Doesn’t the US government have a responsibility to regulate immigration?

All sovereign states have a legitimate interest in regulating entry into their territories, and particularly in deterring the illegal entry or reentry of non-nationals who pose a threat to public safety. But the prosecutions of illegal entry offenses are overbroad, especially when one considers that immigration authorities already have the power to deport unauthorized immigrants. Prosecutions are thus draining resources that could go to efforts to increase public safety and create a more secure, efficient, and humane immigration system.

What should the US government do as an alternative to criminally prosecuting migrants?
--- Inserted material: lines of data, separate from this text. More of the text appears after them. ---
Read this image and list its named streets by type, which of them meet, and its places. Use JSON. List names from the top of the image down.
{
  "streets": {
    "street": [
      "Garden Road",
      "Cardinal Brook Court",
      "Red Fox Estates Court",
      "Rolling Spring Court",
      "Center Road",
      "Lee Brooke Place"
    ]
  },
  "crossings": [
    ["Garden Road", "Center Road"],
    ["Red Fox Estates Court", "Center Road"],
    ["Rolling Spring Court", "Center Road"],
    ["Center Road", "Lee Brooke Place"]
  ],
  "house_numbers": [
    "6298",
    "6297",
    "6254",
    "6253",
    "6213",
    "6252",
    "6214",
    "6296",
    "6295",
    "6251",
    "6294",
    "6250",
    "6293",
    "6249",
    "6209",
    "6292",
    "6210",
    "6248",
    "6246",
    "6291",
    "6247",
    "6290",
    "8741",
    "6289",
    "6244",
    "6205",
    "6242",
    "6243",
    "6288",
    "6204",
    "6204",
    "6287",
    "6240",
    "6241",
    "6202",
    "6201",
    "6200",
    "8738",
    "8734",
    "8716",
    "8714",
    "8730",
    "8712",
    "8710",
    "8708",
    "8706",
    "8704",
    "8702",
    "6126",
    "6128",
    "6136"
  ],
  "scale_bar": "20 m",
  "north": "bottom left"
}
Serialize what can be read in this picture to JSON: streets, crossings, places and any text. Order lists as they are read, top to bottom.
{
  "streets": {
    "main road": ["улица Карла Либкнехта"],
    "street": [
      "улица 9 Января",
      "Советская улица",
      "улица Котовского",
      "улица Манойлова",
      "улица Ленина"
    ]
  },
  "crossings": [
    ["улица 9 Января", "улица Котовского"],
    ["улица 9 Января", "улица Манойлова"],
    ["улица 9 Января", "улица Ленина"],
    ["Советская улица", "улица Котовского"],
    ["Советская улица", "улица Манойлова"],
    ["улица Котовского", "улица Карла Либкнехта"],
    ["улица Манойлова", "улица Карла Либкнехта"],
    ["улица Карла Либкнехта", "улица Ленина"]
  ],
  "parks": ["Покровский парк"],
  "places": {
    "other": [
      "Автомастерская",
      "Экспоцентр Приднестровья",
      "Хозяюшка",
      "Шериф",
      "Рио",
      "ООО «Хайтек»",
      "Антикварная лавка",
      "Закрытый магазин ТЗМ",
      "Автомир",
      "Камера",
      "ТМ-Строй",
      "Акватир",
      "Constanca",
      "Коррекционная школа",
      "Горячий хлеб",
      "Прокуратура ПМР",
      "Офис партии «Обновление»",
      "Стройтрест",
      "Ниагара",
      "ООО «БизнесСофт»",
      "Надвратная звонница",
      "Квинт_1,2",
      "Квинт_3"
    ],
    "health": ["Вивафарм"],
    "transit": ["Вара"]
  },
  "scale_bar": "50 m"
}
The US immigration system should be overhauled to better protect immigrants’ rights to seek asylum, to family unity, and to due process. Among other steps, the US government should:

  • consider ending the penalization of illegal entry and reentry as criminal offenses, and instead treat them as violations of civil law with ensuing civil penalties such as deportation, when warranted;
  • cease authorizing, funding, or expanding Operation Streamline and similar programs that facilitate mass prosecutions and undercut due process rights of those charged with illegal entry offenses;
  • end the prosecution of asylum seekers and adopt national guidelines for the exercise of prosecutorial discretion in cases in which defendants have extenuating circumstances, such as ties to US family members;
  • adhere to the new policy against family separation by keeping families with children together and desist from detaining such families. Pursue instead alternatives to immigration detention for families and other immigrants, such as community-based case management programs, which have been successful in the US and in other countries in ensuring immigrants appear in court, leaving immigration detention as a last resort.